# Thread: Axiom of Regularity Problem

1. ## Axiom of Regularity Problem

In conjunction with my other post on checking the regularity of a database, I am interested in solving Problem 1 on page 56 of Suppes' Axiomatic Set Theory:

Prove that for all sets $A$, $B$, and $C$ it is not the case that

$A\in B\land B\in C\land C\in A.$

Now, the proof of Theorem 2.106 on page 54 is bound to be similar. Here's the theorem statement:

$\neg(A\in B\land B\in A).$

Proof: (Quoting directly from Suppes) Suppose that $A\in B\land B\in A.$ Then

$(1)\quad A\in\{A,B\}\cap B\quad\text{and}\quad B\in\{A,B\}\cap A.$

By the axiom of regularity there is an $x$ in $\{A,B\}$ such that

$\{A,B\}\cap x=0$

and by Theorem 2.43 [Ackbeet: on page 31. It states that $z\in\{x,y\}\iff z=x\vee z=y.$]

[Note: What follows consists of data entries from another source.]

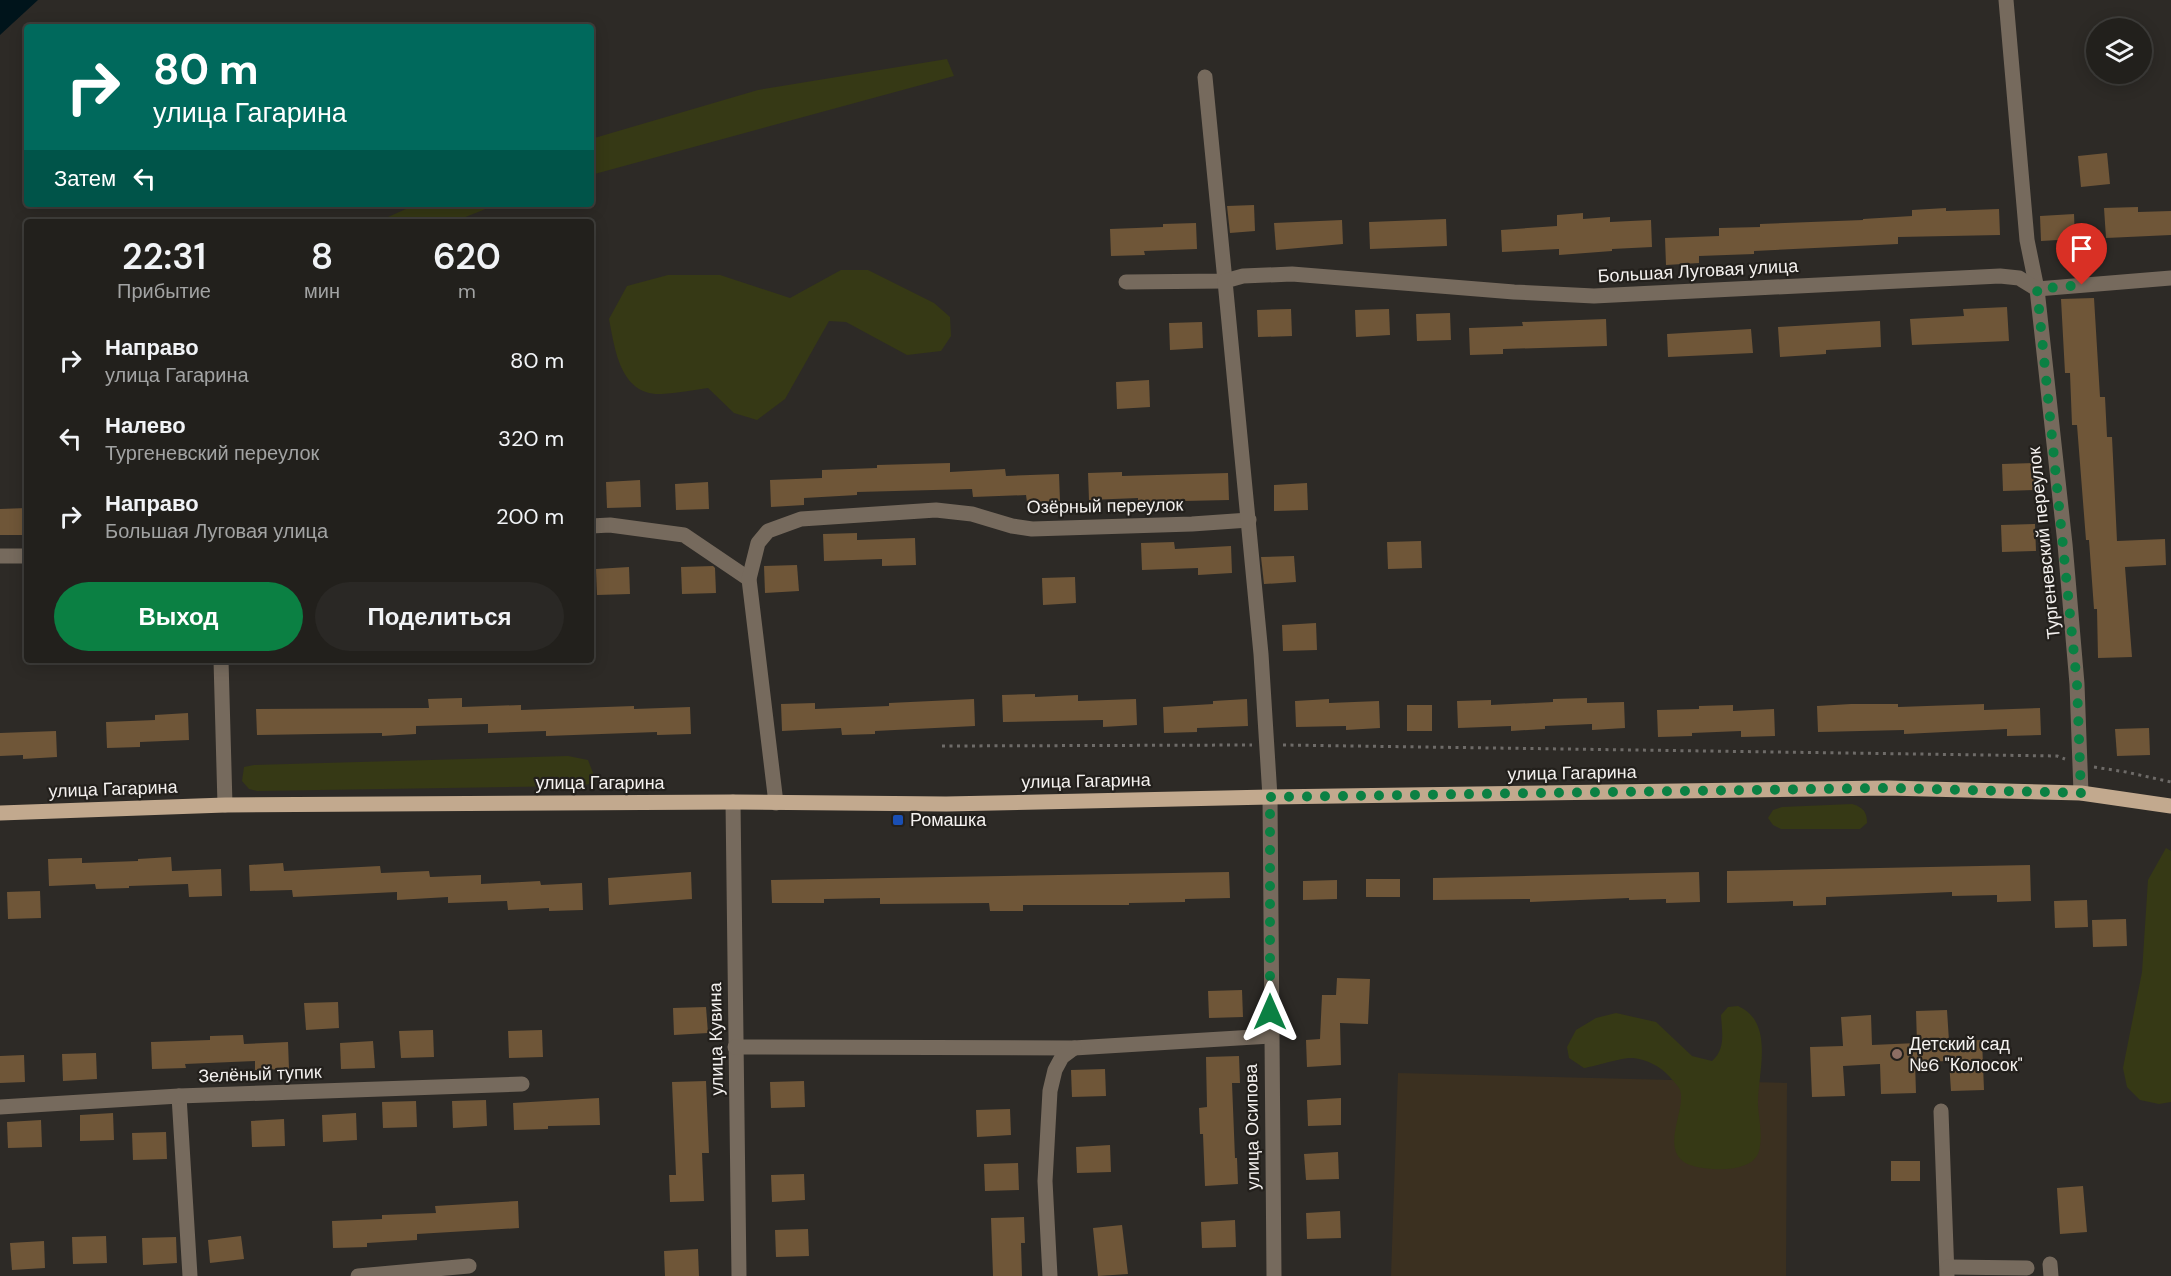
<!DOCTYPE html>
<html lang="ru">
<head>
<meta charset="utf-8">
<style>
	body { margin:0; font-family:"DM Sans",sans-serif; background:#2a2825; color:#f1f3f6; height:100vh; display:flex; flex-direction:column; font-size:22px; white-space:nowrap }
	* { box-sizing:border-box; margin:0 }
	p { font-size:20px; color:#a2a3a3 }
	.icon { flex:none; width:33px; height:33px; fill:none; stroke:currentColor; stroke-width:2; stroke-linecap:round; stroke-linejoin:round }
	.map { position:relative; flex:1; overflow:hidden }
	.panel { position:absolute; left:24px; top:219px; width:570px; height:444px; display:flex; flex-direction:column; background:#22201c; border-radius:6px; box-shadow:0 3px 15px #0003,0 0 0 2px #3f3e3b }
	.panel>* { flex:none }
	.banner { position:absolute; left:24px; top:24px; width:570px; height:183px; border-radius:6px; box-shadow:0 3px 15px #0003,0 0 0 2px #3f3e3b; background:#00695c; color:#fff; overflow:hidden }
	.fabs { position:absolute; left:2086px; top:18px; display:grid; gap:12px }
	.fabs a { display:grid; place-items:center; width:66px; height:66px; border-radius:50%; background:#22201c; box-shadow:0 3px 15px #0003,0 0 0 2px #3f3e3b; font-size:30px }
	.pin { position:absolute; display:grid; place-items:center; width:51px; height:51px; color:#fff; margin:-62px -26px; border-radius:50% 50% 50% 0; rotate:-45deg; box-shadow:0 0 6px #0007 }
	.pin .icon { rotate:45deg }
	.me { position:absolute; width:66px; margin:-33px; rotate:0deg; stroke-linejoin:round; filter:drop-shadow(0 0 4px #0008) }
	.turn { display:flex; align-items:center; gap:21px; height:126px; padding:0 30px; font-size:27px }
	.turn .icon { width:78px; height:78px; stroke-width:2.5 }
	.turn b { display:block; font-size:42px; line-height:51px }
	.then { display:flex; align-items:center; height:57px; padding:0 30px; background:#0003; gap:12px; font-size:22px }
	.eta { display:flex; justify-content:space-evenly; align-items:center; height:102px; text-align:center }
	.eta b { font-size:36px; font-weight:600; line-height:42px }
	.primary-button { display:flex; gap:12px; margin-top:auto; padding:12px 30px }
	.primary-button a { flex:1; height:69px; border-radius:36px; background:#0b8043; color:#fff; font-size:24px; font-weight:600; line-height:69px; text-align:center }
	.primary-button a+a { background:#2a2825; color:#f1f3f6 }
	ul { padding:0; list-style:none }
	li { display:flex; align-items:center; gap:18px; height:78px; padding:0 30px }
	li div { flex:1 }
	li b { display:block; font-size:22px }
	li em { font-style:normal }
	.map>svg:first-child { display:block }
	.education { fill:#3b3020 }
	.green { fill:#363915 }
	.water { fill:#00141b }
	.building { fill:#6f5638 }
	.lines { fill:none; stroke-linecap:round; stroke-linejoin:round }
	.path { stroke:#6e6b68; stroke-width:3; stroke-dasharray:3 4.5; stroke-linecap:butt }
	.minor { stroke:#766a5d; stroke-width:15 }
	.major { stroke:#c2a98e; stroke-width:15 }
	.route { stroke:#0b8043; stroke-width:10; stroke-dasharray:0 18 }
	.transit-dot { fill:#1a4fb4; stroke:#23201c; stroke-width:2 }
	.education-dot { fill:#8d6e63; stroke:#23201c; stroke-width:2 }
	.labels { text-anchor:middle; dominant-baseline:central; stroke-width:4.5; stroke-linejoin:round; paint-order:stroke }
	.street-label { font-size:18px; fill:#f4f1ef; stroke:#23201c }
	.poi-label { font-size:18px; fill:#f4f1ef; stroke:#23201c; text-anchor:start }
</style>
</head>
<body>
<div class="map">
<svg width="2171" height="1276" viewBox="0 0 2171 1276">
	<rect width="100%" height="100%" fill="#2d2a26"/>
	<path class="education" d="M1398,1073L1787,1083L1786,1276H1391Z"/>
	<g class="green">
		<path d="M947,59L954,76L591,175V139L758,90Z"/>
		<path d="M417,204H498L453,222H377Z"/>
		<path d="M841,270H868L934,303L950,317L951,336L941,351L907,355L846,322L829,321L785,399L757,420L734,413L708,388C693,390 677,393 662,394C620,396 615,349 609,319L627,286L668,275H720L790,298Z"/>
		<path d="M568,756L588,760L595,778L589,784L580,786L257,791L249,789L242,781L244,767L254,765Z"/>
		<path d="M1852,804C1863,807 1867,812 1867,823L1860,829H1781L1773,825L1768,818L1773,810L1782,807Z"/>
		<path d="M2166,848L2171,851V1102L2159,1104L2140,1100L2127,1087L2123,1068L2142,972L2148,880Z"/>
		<path d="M1738,1006C1776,1023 1757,1074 1758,1106C1759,1121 1763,1135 1759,1151C1753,1174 1707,1171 1690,1165C1657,1152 1687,1110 1680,1090C1678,1085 1672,1080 1669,1076C1661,1067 1646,1059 1633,1058C1623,1057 1596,1066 1584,1068L1569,1058L1567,1047L1576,1030L1596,1018L1616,1013L1656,1022L1692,1056L1712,1061C1726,1049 1722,1032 1721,1015L1728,1007Z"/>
	</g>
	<path class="water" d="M0,0H38L0,35Z"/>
	<g class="building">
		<path d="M2107,153L2110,184L2081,187L2078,156Z"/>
		<path d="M1254,205L1255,231L1230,233L1227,206Z"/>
		<path d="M2138,207V212L2171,211V235L2106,238L2104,208Z"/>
		<path d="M1946,208V211L1999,209L2000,235L1898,237V244L1754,251V254L1699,256V263L1666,265L1665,238L1719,236V228L1760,227V224L1863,220V219L1912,216V210Z"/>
		<path d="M1583,213V219L1610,217V222L1651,220L1652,247L1612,249V251L1559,255V249L1502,252L1501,230L1557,226V215Z"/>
		<path d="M2074,214L2075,239L2041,241L2040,216Z"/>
		<path d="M1446,219L1447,246L1370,249L1369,222Z"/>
		<path d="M1342,220L1343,244L1276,250L1274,223Z"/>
		<path d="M1196,223L1197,249L1144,251L1145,255L1111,256L1110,229L1163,227V224Z"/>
		<path d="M2094,298L2100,397H2105L2107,437H2112L2117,541L2165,539L2166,565L2125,567L2132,657L2098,658L2097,609H2094L2089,540H2086L2077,425H2072L2070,373H2065L2061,299Z"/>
		<path d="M2007,307L2009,341L1912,345L1910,319L1964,316L1963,309Z"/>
		<path d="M1291,309L1292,336L1258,337L1257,310Z"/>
		<path d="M1389,309L1390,335L1356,337L1355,310Z"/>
		<path d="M1450,313L1451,340L1417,341L1416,314Z"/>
		<path d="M1606,319L1607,346L1503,349V354L1470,355L1469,328L1523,326L1522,322Z"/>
		<path d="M1880,321L1881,347L1826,350V354L1780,357L1778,327Z"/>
		<path d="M1202,322L1203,348L1170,350L1169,323Z"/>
		<path d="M1751,329L1753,353L1668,357L1667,334Z"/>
		<path d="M1149,380L1150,407L1117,409L1116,382Z"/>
		<path d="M950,463V472L1005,469L1006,476L1059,474L1060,501L1027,502L1026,495L973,497L972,489L857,492V495L804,498V505L771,507L770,480L822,478V470L877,468V465Z"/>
		<path d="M2036,463L2037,490L2003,491L2002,464Z"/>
		<path d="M1122,472V476L1228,473L1229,500L1138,502V498L1089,500L1088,473Z"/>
		<path d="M640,480L641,507L607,508L606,482Z"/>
		<path d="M708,482L709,509L676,510L675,484Z"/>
		<path d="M1307,483L1308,510L1274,511V485Z"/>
		<path d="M27,508V535H0V509Z"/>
		<path d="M2035,524L2036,551L2002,552L2001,525Z"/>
		<path d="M857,533V540L915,538L916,565L882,566V559L824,561L823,534Z"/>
		<path d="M1421,541L1422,568L1388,569L1387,542Z"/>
		<path d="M1174,542L1175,549L1231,546L1232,573L1198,575V568L1142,570L1141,543Z"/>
		<path d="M1294,556L1296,582L1264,584L1261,557Z"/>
		<path d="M797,565L799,591L765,593L764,566Z"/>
		<path d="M713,566L715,568L716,593L682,594L681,567Z"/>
		<path d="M629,567L630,594L597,595L596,569Z"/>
		<path d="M1075,577L1076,603L1043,605L1042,578Z"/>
		<path d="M1316,623L1317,650L1283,651L1282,625Z"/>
		<path d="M1035,694V697L1078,695V701L1136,699L1137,725L1103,727V720L1003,722L1002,695Z"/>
		<path d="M462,698V707L521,705V710L634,706V709L690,707L691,734L657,735V732L546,736V731L488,733V724L416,726V734L382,736V733L257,735L256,709L429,708L428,699Z"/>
		<path d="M1587,698V703L1624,702L1625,728L1592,730V724L1545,726V729L1511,731V726L1458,728L1457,701L1491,700V705L1553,702V699Z"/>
		<path d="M974,699L975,726L875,731V734L842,735L841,728L782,731L781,704L815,703V709L889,706V703Z"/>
		<path d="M1247,699L1248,726L1197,728V732L1164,733L1163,707L1213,704V701Z"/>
		<path d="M1329,699V703L1379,701L1380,728L1346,730V726L1296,727L1295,701Z"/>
		<path d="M1851,704H1898V707L1984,704V710L2040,708L2041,735L2007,736V729L1904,734V730L1818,732L1817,706Z"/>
		<rect x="1407" y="705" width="25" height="26"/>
		<path d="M1733,705V711L1774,709L1775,736L1741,737V731L1692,733V736L1658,737L1657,710L1699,709V706Z"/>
		<path d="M188,713L189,740L140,742V747L107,748L106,722L155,720V715Z"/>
		<path d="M2149,728L2150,755L2117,756L2115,729Z"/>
		<path d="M56,731L57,757L23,759V755L0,756V733Z"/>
		<path d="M171,857L172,871L221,869L222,896L189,897L188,884L129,886V888L96,889L95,884L49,886L48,859L82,858V863L138,861V859Z"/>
		<path d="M283,863L284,871L380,866L381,873L429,871L430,877L481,875V884L540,881L541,885L582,883L583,910L549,911V908L508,910L507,901L448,903V897L397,900V892L293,897L292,890L250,891L249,865Z"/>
		<path d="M2030,865L2031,901L1997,902V895L1952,896V892L1826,897V905L1793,906V901L1727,903V871Z"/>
		<path d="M691,872L692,899L609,905L608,878Z"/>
		<path d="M1229,872L1230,898L1185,899V902L1129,903V905H1023V911H990L989,903L880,904V898L824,899V903H772L771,880Z"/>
		<path d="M1699,872L1700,902L1666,903V899L1629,900V898L1530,902V899L1433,900V878Z"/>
		<rect x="1366" y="879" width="34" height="18"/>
		<path d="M1337,880V899L1303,900V881Z"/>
		<path d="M40,891L41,918L8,919L7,892Z"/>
		<path d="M2087,900L2088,927L2055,928L2054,901Z"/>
		<path d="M2126,919L2127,946L2093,947L2092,920Z"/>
		<path d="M1337,978L1370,979L1368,1024L1340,1023L1341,1065L1307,1067L1306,1040L1320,1039L1322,995H1336Z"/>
		<path d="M1242,990L1243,1017L1209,1018L1208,991Z"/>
		<path d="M338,1002L339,1028L306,1030L304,1003Z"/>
		<path d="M706,1007L708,1033L674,1035L673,1008Z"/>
		<path d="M1947,1010L1949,1041L1982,1040L1984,1090L1951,1091L1949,1061L1915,1062L1916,1093L1881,1094L1880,1064L1843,1066L1845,1096L1812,1097L1810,1047L1843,1046L1841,1017L1871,1015L1872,1045L1917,1043L1916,1011Z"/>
		<path d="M433,1030L434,1057L401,1058L399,1031Z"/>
		<path d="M542,1030L543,1057L509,1058L508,1031Z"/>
		<path d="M243,1035L244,1044L288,1042L289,1069L255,1070V1061L185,1064L186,1068L152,1069L151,1042L210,1040V1036Z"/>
		<path d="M373,1041L375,1068L341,1069L340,1043Z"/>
		<path d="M96,1053L97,1079L63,1081L62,1054Z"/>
		<path d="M24,1055L25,1082L0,1083V1056Z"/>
		<path d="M1239,1056L1240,1083H1232L1235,1158H1237L1238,1184L1205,1186L1203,1134H1200L1199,1108L1207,1107L1206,1057Z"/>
		<path d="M1105,1069L1106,1096L1072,1097L1071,1070Z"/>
		<path d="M706,1081L709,1153H702L704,1201L670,1202L669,1175H676L672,1082Z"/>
		<path d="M804,1081L805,1107L771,1108L770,1082Z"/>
		<path d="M599,1098L600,1125L548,1126V1129L514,1130L513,1103Z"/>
		<path d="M1341,1098V1125L1308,1126L1307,1100Z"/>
		<path d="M486,1100L487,1126L453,1128L452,1101Z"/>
		<path d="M416,1101L417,1127L383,1128L382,1102Z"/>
		<path d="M1010,1109L1011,1135L977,1137L976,1110Z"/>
		<path d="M113,1113L114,1140L80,1141V1115Z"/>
		<path d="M356,1113L357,1140L323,1142L322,1115Z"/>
		<path d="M284,1119L285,1146L252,1147L251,1121Z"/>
		<path d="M41,1120L42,1147L8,1148L7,1122Z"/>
		<path d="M166,1132L167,1159L133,1160L132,1133Z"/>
		<path d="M1110,1145L1111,1172L1077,1173L1076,1147Z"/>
		<path d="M1338,1152L1339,1179L1306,1180L1304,1154Z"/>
		<rect x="1891" y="1161" width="29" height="20"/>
		<path d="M1018,1163L1019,1190L985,1191L984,1164Z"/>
		<path d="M804,1174L805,1200L772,1202L771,1175Z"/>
		<path d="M2083,1186L2087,1232L2060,1234L2057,1188Z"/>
		<path d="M518,1201L519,1228L417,1234V1240L367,1243V1247L333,1248L332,1221L382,1219V1215L436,1213L435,1206Z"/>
		<path d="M1340,1211L1341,1238L1307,1239L1306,1213Z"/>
		<path d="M1024,1217L1025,1243H1021L1022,1276H993L991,1218Z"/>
		<path d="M1235,1220L1236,1247L1202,1248L1201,1222Z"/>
		<path d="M1122,1225L1128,1274L1098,1276L1093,1228Z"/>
		<path d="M808,1229L809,1256L776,1257L775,1230Z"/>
		<path d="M106,1236L107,1263L73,1264L72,1237Z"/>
		<path d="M241,1236L244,1259L210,1263L208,1240Z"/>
		<path d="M176,1237L177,1263L143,1265L142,1238Z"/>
		<path d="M44,1241L45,1268L12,1270L10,1243Z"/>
		<path d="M698,1249L699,1276H665L664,1251Z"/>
	</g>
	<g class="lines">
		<g class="path">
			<path d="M1283,745L2057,756L2065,759"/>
			<path d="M942,746L1252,745"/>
			<path d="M2094,767L2126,772L2171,782"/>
		</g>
		<g class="minor">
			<path d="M2006,0L2027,240L2037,289L2065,544L2077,684L2081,793"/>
			<path d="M1126,282L1225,281L1205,77"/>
			<path d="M591,526L610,525L684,535L749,579"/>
			<path d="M0,556H27"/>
			<path d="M221,660L225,805"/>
			<path d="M733,802L739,1276"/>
			<path d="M776,803L749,579L758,543L768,531L801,519L936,510L972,514L1012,526L1032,529L1192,524L1249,520"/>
			<path d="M735,1047L1074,1048L1271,1036"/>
			<path d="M179,1096L190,1276"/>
			<path d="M0,1107L179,1096L522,1084"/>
			<path d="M1941,1111L1947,1276"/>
			<path d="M2050,1264L2051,1276"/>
			<path d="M1948,1267L2027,1268"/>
			<path d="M358,1276L469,1266"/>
			<path d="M1050,1276L1045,1181L1050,1091L1055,1070L1062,1057L1074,1048"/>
			<path d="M1274,1276L1270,797L1261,654L1225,281L1243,276L1292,274L1514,292L1594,296L2000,276L2019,278L2037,289L2171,278"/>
		</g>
		<path class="major" d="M0,813L225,805L733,802L946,804L1270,797L1888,788L2081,793L2171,806"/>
	</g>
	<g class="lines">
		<path class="route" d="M1270,1012V797L1888,788L2081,793L2077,684L2037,289L2082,285"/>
	</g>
	<rect class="transit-dot" x="892" y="814" width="12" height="12" rx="3"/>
	<circle class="education-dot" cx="1897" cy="1054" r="6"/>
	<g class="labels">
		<g class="street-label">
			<text transform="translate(1698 271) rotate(-3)">Большая Луговая улица</text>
			<text transform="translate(1105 506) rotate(-1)">Озёрный переулок</text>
			<text transform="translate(2044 543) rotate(-96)">Тургеневский переулок</text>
			<text transform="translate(1572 773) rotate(-1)">улица Гагарина</text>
			<text transform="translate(1086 781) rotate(-1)">улица Гагарина</text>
			<text x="600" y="783">улица Гагарина</text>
			<text transform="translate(113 789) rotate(-2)">улица Гагарина</text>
			<text transform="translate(716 1039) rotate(-91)">улица Кувина</text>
			<text transform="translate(260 1074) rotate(-2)">Зелёный тупик</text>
			<text transform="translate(1252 1127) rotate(-91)">улица Осипова</text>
		</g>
		<g class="poi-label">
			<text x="910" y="820">Ромашка</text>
			<text x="1909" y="1044">Детский сад<tspan x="1909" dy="21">№6 "Колосок"</tspan></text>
		</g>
	</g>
</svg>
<div class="fabs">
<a><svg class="icon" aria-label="layers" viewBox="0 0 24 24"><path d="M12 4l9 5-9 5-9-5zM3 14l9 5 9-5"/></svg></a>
</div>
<div class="pin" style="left:2082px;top:285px;background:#d93025"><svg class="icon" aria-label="arrive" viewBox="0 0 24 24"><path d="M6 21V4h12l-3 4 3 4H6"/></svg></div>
<svg class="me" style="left:1270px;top:1012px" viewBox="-20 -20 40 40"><path d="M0-17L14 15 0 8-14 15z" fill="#0b8043" stroke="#fff" stroke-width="4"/></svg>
<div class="banner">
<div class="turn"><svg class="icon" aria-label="right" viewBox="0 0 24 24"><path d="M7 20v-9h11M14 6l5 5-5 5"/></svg><div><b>80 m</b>улица Гагарина</div></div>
<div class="then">Затем<svg class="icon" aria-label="left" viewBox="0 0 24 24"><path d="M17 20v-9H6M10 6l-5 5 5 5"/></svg></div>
</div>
<section class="panel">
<div class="eta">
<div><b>22:31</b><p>Прибытие</p></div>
<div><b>8</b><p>мин</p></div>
<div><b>620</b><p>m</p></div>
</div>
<ul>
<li><svg class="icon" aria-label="right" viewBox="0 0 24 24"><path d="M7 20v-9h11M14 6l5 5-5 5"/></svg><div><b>Направо</b><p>улица Гагарина</p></div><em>80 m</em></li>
<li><svg class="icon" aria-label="left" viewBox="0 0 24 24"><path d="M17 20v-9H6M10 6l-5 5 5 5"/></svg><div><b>Налево</b><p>Тургеневский переулок</p></div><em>320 m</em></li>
<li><svg class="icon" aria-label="right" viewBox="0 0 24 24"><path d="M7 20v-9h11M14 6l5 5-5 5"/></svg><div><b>Направо</b><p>Большая Луговая улица</p></div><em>200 m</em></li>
</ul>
<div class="primary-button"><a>Выход</a><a>Поделиться</a></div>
</section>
</div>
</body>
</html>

$x=A\quad\text{or}\quad x=B.$

Hence

$\{A,B\}\cap A=0\quad\text{or}\quad\{A,B\}\cap B=0,$

So here's my attempt at a proof of the non-existence of the 3-cycle:

Suppose the assertion were false. Then the following hold:

$(1)\quad A\in\{A,B,C\}\cap B,$
$(2)\quad B\in\{A,B,C\}\cap C,$
$(3)\quad C\in\{A,B,C\}\cap A.$

By the axiom of regularity there is an $x\in\{A,B,C\}$ such that

$\{A,B,C\}\cap x=0.$

By the obvious extension of Theorem 43,

$x=A\quad\text{or}\quad x=B\quad\text{or}\quad x=C.$

Hence, at least one of $\{A,B,C\}\cap A$ or $\{A,B,C\}\cap B$ or $\{A,B,C\}\cap C$ is zero, contradicting (1), (2), or (3). QED.

Is this a valid proof?

2. Originally Posted by Ackbeet
Is this a valid proof?
Took me a little while to decipher, but I say yes, it is valid.